Data Analysis With SQL

Data Cleaning With SQL

A full picture of how I’ve cleaned and wrangled data for a real project

9 min readMar 25, 2023

Data cleaning is a crucial process in any data analysis project. It involves identifying and correcting or removing inaccuracies, inconsistencies, and errors in the data. While it may seem like a tedious and time-consuming task, data cleaning is essential for obtaining reliable insights and making informed decisions based on data. Without proper data cleaning, the quality and accuracy of your analysis may be compromised, leading to incorrect conclusions and ineffective strategies.

To solve this problem we need a powerful tool. SQL provides a fast and efficient way to identify and address issues in large datasets. SQL can be used to filter out irrelevant data, standardize formatting, detect and remove duplicates, and handle missing values. By leveraging SQL for data cleaning, you can streamline the process and ensure that your analysis is based on high-quality, accurate data. In this post, I will present the problem and explore some common data-cleaning techniques using SQL and how they can help you improve the quality and reliability of your data analysis.

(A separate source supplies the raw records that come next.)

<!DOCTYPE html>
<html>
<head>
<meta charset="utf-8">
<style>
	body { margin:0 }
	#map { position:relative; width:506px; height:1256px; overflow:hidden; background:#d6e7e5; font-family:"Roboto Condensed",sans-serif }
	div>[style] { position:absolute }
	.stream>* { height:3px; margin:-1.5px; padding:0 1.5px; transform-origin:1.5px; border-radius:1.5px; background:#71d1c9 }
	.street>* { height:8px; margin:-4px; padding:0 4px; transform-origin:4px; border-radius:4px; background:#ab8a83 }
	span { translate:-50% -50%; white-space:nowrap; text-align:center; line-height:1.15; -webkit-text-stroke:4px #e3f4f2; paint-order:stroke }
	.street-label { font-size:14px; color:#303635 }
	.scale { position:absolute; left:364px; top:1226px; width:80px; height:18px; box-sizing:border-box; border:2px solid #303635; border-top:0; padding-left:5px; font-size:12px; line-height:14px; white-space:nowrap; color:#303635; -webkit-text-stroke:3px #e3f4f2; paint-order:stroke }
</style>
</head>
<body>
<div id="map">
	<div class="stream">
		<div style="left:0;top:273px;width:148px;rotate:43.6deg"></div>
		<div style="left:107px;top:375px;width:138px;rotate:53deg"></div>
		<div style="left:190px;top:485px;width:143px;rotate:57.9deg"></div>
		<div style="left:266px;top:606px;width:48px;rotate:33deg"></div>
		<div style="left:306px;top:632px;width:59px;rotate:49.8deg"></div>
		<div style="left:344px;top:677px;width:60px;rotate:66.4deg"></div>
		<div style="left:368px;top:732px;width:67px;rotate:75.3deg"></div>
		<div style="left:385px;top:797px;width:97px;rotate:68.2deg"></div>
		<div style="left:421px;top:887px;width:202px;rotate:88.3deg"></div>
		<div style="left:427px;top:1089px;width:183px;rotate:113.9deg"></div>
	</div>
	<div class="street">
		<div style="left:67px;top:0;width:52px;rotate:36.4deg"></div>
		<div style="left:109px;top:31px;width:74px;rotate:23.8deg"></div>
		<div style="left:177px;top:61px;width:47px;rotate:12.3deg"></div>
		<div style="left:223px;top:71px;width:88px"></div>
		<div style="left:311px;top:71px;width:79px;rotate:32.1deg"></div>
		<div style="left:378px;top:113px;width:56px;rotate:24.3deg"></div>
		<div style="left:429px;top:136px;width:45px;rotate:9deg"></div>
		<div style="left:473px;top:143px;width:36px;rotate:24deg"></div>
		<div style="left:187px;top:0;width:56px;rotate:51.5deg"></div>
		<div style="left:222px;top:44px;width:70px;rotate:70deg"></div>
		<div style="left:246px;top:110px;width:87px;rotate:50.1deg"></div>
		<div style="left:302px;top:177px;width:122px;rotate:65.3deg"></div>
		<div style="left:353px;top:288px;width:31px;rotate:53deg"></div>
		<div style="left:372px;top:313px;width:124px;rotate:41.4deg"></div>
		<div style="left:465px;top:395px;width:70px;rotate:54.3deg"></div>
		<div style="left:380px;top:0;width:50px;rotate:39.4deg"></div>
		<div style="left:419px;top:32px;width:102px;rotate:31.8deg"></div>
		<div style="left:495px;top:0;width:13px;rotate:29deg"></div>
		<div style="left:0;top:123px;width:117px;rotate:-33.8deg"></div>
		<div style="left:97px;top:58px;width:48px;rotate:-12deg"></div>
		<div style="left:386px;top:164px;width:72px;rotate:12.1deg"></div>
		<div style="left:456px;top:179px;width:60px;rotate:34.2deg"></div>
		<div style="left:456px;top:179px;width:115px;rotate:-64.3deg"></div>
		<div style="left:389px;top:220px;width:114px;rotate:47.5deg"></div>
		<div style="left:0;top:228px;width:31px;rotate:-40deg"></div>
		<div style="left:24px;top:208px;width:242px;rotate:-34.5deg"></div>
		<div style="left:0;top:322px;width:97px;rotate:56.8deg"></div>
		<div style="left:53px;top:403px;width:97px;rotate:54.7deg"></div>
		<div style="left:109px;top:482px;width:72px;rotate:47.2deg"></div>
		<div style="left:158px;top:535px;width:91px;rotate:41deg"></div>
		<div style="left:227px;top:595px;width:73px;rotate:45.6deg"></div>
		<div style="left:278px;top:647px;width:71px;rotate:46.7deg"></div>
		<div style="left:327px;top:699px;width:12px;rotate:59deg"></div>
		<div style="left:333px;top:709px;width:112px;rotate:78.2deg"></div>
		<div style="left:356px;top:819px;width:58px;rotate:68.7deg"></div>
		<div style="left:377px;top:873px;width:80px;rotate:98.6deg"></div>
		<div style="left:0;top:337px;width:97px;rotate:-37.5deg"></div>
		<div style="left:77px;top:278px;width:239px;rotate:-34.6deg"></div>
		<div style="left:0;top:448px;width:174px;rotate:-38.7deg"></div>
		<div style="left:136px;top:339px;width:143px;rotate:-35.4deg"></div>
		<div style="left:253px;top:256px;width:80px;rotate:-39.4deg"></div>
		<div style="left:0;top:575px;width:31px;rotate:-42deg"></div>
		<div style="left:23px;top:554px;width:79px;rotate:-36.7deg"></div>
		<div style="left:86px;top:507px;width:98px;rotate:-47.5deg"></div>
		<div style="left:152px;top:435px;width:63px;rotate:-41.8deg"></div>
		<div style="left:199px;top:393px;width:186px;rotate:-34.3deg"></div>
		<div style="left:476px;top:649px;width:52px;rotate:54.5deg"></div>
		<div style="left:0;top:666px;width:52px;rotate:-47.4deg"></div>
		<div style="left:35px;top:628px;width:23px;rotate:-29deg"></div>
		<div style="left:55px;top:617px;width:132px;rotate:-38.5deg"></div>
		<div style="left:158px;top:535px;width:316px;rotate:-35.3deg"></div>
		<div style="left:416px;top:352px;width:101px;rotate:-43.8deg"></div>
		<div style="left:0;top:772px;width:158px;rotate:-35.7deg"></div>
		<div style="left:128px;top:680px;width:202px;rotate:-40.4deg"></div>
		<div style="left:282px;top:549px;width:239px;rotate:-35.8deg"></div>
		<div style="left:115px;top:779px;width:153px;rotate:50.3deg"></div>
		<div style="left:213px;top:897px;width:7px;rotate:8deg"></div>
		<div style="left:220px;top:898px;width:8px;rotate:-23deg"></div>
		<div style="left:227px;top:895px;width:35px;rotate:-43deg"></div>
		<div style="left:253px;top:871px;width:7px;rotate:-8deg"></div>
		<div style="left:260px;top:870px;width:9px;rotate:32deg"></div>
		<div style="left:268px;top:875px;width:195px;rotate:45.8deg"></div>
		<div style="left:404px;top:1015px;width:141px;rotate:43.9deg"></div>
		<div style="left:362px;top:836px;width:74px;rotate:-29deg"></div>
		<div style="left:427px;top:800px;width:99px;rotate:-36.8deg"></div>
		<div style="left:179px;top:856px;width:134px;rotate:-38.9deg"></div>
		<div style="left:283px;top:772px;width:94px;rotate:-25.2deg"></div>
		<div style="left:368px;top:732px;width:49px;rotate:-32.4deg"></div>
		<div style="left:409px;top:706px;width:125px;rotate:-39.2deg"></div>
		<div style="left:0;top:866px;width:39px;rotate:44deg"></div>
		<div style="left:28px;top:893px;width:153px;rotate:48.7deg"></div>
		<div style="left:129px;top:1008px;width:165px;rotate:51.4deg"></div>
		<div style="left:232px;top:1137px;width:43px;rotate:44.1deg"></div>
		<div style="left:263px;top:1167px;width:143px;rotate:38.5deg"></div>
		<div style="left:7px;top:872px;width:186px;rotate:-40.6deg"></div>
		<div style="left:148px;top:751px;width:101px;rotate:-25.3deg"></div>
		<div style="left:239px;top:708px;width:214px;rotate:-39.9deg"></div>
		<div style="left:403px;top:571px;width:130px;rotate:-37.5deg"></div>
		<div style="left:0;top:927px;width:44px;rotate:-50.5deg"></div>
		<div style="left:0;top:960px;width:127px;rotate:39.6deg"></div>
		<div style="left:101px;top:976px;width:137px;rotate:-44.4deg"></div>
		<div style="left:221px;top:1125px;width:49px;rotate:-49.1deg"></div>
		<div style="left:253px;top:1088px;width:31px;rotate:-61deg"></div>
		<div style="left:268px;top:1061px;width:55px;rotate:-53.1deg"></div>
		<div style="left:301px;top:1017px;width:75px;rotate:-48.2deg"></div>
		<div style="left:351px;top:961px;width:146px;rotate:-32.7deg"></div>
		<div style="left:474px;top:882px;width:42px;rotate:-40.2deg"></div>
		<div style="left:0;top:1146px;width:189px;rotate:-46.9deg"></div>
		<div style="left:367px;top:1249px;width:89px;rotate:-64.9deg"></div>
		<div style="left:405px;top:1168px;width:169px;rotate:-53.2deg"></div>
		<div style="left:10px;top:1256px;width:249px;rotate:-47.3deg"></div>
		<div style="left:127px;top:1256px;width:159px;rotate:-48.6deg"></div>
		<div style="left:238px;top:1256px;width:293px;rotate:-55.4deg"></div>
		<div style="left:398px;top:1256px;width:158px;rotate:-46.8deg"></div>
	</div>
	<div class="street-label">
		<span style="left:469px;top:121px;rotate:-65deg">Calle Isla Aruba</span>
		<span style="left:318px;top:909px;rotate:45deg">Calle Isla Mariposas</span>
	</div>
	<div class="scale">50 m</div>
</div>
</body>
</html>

For that we’ll use SQL skills like Joins, Temp Tables, CTEs, Window Functions, Aggregate Functions, Creating Views, Converting Data Types, and more.

The Files

Here are the files to access all of the SQL code that we’ll discuss here.

GitHub Repository

Let’s dive into it.

The Project Workflow

In every project, I always start by using the same framework to develop a good outcome. It is simple but efficient.

It goes like that:

Understand the problem
Collect the data
Clean the data
Analyze the data
Present Results
Document everything

Today we’ll focus on the first 3 steps of this workflow. The other 3 steps are covered here.

1. Understanding the Problem

The CEO of the group of companies where I work has requested an analysis of all employees on the construction sites since January 2022. This group of companies includes a real estate developer and construction company, as well as separate administrative offices and construction sites that are treated as individual companies. The group operates in different cities in 3 states of Brazil.

In a meeting, some questions were defined to be answered:

Has the average salary decreased or increased since January 2022?
How effective is our HR program to reduce the gender gap?
How are our salaries distributed across the states?
How standardized is our pay policy across the states?
How experienced is our engineering team?
In what function groups do we spend the most?
What construction sites spent the most in salaries for the period?

He also asked for some recommendations if something needed to be pursued by the company appears.

With these questions on the table, I knew the direction I had to go to try and execute the task.

2. Collect the Data

Collecting data is not an easy task. Data is easily spread around the company, and in my case, it was no different.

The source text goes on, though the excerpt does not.